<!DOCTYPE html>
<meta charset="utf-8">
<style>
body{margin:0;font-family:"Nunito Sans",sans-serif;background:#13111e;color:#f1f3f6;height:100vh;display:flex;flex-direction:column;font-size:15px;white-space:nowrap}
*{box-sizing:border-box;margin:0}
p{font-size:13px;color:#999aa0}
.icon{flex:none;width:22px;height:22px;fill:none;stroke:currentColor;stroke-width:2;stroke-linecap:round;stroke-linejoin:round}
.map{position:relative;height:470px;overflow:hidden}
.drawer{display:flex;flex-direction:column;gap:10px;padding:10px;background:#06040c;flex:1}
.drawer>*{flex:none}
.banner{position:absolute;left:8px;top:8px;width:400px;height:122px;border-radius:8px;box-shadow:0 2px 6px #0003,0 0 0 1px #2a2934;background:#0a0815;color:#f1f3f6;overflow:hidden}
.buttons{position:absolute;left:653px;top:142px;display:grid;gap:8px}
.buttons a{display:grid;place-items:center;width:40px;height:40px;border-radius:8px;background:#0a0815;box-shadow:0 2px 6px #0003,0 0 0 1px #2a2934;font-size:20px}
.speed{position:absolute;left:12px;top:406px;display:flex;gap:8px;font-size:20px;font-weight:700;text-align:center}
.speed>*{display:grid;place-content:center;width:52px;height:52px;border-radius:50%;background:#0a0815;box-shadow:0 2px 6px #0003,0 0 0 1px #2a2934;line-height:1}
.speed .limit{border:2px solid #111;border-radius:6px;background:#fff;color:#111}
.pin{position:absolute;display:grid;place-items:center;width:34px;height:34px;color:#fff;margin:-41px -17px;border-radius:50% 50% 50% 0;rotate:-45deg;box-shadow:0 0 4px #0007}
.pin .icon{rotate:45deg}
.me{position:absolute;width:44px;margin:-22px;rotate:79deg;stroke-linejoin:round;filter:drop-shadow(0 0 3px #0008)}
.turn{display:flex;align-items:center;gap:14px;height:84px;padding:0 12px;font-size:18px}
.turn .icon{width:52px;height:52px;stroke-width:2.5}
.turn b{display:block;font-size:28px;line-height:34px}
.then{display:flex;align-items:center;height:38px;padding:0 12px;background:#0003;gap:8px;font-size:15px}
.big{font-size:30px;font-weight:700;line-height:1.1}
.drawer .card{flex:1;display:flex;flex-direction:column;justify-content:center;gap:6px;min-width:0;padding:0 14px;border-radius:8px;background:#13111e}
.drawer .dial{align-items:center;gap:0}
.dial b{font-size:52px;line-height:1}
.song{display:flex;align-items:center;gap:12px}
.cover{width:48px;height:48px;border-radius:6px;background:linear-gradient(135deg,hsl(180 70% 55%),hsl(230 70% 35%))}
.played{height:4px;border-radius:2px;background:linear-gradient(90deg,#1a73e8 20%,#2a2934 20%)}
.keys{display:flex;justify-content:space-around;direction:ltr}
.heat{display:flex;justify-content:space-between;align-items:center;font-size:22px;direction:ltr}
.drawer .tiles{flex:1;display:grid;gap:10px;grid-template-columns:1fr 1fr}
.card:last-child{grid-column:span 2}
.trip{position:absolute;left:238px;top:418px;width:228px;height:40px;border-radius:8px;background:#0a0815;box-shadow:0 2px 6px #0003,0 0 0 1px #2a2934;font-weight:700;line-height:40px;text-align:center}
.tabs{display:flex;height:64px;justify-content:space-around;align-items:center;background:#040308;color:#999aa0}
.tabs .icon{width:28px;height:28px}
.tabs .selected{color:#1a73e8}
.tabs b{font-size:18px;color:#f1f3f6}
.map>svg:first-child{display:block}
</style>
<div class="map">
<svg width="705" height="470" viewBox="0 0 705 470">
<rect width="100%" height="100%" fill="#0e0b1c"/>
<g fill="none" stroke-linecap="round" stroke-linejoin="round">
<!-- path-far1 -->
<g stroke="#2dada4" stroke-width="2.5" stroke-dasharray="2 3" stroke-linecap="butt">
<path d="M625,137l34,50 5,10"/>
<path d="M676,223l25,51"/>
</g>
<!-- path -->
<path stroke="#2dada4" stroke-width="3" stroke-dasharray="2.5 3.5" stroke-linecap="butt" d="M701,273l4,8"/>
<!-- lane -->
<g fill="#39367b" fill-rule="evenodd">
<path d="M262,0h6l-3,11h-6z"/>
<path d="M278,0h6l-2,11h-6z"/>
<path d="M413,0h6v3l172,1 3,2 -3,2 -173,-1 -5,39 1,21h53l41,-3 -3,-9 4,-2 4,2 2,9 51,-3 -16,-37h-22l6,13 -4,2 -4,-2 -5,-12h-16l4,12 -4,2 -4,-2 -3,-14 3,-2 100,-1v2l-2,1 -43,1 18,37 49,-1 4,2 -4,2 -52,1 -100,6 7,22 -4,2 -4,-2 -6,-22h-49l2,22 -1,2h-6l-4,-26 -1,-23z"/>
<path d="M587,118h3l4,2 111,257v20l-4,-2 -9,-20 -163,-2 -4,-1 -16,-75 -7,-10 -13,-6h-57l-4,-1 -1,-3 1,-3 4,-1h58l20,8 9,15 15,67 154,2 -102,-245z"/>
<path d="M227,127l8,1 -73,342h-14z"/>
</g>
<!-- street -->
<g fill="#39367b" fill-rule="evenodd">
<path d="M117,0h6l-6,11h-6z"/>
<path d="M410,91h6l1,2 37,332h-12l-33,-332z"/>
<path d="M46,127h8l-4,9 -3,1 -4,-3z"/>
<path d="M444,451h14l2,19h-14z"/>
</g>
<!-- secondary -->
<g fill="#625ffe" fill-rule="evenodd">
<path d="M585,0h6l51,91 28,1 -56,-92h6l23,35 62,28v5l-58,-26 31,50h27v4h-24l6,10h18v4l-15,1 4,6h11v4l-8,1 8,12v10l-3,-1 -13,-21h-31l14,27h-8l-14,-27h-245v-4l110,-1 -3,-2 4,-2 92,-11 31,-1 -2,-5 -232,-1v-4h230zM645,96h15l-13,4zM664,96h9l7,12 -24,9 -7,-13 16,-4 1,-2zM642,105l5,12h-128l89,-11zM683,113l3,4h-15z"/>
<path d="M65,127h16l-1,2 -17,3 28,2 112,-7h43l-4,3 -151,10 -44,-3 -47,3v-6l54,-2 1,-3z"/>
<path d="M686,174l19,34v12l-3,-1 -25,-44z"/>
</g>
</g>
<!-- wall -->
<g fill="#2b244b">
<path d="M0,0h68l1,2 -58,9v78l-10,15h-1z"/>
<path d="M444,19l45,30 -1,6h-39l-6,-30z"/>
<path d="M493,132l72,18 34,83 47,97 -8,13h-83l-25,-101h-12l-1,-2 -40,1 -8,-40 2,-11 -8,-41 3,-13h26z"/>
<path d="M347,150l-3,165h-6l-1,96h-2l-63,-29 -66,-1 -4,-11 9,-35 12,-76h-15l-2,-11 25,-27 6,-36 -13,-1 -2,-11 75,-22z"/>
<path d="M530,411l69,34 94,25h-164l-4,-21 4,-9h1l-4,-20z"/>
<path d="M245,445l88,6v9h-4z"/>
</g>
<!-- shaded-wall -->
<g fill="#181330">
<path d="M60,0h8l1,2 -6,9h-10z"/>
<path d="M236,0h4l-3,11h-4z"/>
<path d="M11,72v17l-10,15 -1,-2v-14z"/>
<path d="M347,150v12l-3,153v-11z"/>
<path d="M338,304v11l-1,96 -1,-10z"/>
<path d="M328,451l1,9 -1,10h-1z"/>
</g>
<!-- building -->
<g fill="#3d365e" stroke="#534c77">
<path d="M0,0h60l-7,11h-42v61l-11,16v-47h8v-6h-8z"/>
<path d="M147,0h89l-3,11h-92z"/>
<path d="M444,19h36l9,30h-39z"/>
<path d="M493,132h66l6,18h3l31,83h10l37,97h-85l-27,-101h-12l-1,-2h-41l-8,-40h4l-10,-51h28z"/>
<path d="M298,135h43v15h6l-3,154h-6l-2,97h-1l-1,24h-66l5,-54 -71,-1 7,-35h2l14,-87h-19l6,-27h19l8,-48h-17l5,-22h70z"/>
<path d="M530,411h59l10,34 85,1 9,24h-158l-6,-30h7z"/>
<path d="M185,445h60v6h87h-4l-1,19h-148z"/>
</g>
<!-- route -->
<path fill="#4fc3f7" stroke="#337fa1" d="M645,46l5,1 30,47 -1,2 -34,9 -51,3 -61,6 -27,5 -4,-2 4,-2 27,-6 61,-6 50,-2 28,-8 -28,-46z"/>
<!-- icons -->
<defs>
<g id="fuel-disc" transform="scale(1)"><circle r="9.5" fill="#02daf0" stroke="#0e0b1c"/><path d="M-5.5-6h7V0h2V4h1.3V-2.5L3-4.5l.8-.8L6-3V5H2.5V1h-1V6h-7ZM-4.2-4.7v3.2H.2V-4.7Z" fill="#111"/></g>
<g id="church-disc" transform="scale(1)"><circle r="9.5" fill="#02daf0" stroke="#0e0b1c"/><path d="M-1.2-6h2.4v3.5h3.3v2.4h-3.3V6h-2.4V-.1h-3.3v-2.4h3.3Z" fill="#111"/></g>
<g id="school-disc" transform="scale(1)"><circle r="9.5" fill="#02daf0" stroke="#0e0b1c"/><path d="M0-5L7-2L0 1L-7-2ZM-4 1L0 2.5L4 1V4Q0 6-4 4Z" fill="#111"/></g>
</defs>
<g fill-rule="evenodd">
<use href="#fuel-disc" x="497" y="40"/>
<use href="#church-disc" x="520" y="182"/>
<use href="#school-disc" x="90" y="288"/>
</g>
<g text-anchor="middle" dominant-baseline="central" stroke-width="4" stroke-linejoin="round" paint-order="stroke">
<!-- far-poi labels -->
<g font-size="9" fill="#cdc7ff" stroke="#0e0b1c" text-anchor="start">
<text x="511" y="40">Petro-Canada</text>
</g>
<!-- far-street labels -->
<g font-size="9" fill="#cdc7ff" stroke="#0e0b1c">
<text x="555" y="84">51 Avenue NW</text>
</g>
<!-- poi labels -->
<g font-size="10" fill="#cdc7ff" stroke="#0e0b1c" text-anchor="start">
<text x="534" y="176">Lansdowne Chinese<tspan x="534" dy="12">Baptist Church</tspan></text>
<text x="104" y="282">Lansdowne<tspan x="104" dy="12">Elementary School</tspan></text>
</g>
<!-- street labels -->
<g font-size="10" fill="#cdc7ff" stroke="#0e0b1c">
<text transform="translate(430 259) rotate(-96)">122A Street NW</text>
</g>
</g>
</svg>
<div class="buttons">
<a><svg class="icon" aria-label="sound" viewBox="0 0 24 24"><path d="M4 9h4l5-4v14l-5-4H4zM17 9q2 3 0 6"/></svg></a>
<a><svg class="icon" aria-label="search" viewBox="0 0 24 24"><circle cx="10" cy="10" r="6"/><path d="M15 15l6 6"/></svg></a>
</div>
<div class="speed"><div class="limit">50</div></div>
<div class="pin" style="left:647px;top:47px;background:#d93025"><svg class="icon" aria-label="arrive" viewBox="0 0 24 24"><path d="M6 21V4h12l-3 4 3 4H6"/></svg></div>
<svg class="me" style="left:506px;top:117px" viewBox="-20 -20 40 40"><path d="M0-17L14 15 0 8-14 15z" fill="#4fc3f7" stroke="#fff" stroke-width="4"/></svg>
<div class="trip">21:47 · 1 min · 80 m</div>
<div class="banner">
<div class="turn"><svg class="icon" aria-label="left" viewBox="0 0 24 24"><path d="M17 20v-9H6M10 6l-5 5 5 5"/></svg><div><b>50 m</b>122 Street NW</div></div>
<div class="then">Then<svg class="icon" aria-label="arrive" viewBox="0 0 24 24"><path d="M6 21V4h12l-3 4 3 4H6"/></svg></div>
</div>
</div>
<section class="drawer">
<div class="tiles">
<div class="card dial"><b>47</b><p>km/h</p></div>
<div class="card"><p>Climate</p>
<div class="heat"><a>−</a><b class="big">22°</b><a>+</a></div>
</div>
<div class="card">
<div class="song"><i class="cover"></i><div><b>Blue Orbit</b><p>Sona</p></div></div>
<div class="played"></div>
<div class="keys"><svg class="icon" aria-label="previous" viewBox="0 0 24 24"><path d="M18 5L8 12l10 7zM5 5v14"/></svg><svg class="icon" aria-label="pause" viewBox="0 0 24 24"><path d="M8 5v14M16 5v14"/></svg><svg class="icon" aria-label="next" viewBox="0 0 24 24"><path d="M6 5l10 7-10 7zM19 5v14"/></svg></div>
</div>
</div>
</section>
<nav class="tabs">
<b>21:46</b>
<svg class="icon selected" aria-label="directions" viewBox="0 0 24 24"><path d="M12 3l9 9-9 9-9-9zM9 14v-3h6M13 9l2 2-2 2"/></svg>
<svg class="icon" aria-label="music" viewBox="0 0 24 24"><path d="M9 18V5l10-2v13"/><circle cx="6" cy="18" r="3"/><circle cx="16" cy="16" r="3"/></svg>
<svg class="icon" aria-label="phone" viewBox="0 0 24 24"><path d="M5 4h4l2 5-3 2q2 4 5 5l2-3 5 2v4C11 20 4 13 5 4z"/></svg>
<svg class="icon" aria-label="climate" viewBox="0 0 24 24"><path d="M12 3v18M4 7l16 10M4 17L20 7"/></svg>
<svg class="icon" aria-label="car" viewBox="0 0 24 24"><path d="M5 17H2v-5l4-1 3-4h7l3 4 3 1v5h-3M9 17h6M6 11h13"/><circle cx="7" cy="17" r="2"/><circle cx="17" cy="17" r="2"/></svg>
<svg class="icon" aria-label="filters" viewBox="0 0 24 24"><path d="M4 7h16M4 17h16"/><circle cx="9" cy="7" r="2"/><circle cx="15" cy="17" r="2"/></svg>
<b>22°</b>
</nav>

= = = = = = =

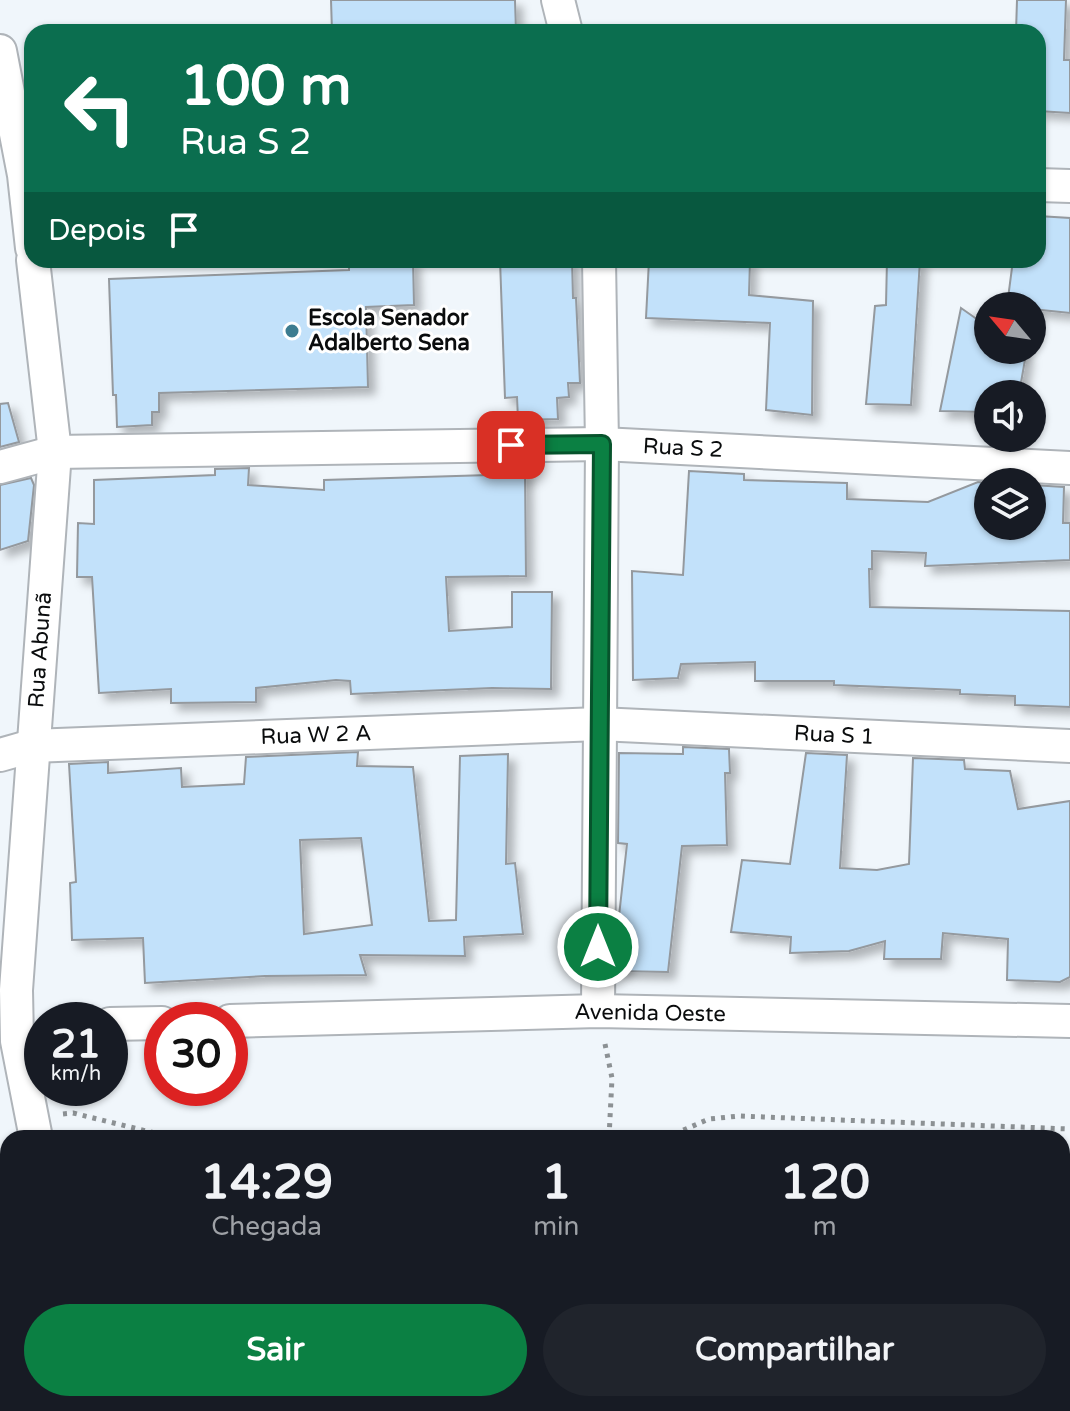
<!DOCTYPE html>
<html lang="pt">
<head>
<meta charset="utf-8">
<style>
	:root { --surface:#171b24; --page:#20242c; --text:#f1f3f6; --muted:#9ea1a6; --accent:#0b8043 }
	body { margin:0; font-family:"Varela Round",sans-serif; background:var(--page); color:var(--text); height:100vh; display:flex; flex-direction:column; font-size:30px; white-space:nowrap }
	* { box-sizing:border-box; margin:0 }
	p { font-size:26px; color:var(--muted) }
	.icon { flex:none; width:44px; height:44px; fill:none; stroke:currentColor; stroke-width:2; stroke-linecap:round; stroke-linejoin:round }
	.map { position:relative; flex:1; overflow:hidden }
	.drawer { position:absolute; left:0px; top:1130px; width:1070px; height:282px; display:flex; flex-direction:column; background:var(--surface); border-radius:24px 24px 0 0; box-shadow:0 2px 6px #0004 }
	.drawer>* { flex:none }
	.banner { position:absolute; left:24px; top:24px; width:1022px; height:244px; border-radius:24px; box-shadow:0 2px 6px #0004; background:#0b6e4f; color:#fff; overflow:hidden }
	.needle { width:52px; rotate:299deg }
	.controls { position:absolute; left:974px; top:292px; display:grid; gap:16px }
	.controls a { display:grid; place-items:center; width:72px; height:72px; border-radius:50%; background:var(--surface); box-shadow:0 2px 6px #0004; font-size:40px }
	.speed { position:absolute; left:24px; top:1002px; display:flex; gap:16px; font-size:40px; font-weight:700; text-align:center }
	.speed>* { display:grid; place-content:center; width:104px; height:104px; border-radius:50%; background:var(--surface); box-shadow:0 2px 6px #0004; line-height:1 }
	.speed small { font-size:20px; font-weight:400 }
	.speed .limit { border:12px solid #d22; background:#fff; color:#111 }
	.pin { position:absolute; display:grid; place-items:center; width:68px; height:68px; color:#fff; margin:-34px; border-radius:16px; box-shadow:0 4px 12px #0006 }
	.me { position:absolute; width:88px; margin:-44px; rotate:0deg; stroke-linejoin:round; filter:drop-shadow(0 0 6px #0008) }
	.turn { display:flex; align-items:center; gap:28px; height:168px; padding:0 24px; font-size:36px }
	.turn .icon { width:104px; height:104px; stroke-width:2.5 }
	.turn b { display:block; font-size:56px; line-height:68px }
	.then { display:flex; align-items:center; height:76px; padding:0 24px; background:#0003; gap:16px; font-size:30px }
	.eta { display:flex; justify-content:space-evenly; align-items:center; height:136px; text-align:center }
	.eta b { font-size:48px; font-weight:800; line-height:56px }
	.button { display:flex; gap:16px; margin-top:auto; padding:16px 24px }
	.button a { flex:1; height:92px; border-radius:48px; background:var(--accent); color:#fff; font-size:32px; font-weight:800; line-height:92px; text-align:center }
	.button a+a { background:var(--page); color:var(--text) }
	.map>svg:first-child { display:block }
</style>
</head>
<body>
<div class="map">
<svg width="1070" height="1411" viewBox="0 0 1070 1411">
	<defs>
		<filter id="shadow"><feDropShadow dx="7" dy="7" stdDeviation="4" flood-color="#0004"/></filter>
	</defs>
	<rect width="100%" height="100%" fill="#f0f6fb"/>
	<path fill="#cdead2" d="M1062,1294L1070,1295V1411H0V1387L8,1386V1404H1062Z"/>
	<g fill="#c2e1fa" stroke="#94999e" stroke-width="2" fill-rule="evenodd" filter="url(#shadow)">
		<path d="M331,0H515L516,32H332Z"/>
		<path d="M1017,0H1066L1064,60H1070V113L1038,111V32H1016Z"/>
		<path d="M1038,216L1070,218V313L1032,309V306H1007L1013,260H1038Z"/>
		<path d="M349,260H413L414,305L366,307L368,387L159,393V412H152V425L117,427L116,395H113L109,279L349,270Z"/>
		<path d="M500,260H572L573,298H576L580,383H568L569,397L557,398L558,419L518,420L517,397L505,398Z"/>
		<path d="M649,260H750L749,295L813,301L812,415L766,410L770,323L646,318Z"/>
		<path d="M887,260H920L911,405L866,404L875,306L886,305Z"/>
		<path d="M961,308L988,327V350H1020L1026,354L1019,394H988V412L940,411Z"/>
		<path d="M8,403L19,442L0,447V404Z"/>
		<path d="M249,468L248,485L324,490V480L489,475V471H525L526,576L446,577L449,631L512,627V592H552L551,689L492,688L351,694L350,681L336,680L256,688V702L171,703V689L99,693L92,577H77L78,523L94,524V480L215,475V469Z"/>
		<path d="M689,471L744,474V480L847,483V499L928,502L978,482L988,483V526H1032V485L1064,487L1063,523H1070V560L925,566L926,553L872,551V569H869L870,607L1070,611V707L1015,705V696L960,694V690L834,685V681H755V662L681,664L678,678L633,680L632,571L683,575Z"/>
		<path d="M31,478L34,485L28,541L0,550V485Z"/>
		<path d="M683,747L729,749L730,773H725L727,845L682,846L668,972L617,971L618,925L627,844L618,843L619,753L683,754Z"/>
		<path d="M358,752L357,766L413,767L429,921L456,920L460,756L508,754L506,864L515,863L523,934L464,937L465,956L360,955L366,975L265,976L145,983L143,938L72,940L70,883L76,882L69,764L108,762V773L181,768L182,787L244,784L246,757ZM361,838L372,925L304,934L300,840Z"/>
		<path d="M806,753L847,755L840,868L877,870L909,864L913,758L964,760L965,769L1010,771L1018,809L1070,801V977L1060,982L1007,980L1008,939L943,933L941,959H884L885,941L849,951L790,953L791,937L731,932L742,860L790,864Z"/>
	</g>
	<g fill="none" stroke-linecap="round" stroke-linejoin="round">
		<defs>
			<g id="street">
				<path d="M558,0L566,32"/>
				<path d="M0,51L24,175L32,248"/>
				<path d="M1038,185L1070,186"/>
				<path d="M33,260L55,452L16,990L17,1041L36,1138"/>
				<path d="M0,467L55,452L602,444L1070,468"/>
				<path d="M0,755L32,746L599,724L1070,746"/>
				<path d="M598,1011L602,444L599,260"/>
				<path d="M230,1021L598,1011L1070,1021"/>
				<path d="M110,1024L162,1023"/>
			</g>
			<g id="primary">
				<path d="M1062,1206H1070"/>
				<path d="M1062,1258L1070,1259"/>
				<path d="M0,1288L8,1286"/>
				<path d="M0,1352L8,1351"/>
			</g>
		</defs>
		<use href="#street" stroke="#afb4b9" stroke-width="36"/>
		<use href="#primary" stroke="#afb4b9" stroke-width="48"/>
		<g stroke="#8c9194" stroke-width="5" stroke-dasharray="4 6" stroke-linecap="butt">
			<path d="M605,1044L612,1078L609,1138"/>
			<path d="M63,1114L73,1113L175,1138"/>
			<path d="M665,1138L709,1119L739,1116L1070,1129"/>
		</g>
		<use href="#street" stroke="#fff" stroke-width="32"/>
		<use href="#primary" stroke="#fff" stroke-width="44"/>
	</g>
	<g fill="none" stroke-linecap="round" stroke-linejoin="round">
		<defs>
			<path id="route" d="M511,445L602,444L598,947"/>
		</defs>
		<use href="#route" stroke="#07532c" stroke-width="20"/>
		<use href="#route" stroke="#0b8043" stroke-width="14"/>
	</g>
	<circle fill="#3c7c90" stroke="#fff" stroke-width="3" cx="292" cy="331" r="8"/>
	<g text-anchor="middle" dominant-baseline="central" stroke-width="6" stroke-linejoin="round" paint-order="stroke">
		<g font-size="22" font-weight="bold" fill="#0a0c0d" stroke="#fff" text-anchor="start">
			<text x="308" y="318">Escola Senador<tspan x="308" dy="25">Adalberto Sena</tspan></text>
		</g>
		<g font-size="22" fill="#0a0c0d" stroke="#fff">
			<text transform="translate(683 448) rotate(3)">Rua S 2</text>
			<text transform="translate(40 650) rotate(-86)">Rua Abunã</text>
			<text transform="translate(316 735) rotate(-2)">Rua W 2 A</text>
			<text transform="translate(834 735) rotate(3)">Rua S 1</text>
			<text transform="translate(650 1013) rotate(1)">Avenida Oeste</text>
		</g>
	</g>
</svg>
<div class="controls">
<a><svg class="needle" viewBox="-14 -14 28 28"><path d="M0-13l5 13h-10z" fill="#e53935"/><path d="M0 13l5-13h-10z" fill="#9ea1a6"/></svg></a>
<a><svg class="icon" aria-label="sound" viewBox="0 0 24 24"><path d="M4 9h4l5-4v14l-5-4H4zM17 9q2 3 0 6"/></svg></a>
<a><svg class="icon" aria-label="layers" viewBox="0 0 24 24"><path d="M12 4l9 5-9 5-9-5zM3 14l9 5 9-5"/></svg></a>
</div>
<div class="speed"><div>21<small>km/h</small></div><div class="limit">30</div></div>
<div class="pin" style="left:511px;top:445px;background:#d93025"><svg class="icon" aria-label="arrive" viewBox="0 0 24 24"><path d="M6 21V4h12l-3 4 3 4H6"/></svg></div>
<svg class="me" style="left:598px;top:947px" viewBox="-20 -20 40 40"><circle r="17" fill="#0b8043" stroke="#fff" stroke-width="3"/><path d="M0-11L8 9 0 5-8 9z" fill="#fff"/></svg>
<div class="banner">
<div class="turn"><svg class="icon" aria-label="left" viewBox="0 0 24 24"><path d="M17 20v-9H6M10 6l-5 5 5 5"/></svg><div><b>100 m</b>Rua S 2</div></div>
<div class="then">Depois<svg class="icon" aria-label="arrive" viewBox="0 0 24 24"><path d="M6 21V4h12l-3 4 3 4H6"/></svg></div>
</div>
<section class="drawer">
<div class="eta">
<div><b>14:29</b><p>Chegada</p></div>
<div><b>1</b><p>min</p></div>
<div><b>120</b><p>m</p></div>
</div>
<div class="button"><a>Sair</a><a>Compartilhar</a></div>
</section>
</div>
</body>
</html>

= = = = = = =

◆ YOUR ASSIGNMENT ◆
Gather up, from the records above, each line where the word "scale" appears.

◆ ANSWER SECTION ◆
<g id="fuel-disc" transform="scale(1)"><circle r="9.5" fill="#02daf0" stroke="#0e0b1c"/><path d="M-5.5-6h7V0h2V4h1.3V-2.5L3-4.5l.8-.8L6-3V5H2.5V1h-1V6h-7ZM-4.2-4.7v3.2H.2V-4.7Z" fill="#111"/></g>
<g id="church-disc" transform="scale(1)"><circle r="9.5" fill="#02daf0" stroke="#0e0b1c"/><path d="M-1.2-6h2.4v3.5h3.3v2.4h-3.3V6h-2.4V-.1h-3.3v-2.4h3.3Z" fill="#111"/></g>
<g id="school-disc" transform="scale(1)"><circle r="9.5" fill="#02daf0" stroke="#0e0b1c"/><path d="M0-5L7-2L0 1L-7-2ZM-4 1L0 2.5L4 1V4Q0 6-4 4Z" fill="#111"/></g>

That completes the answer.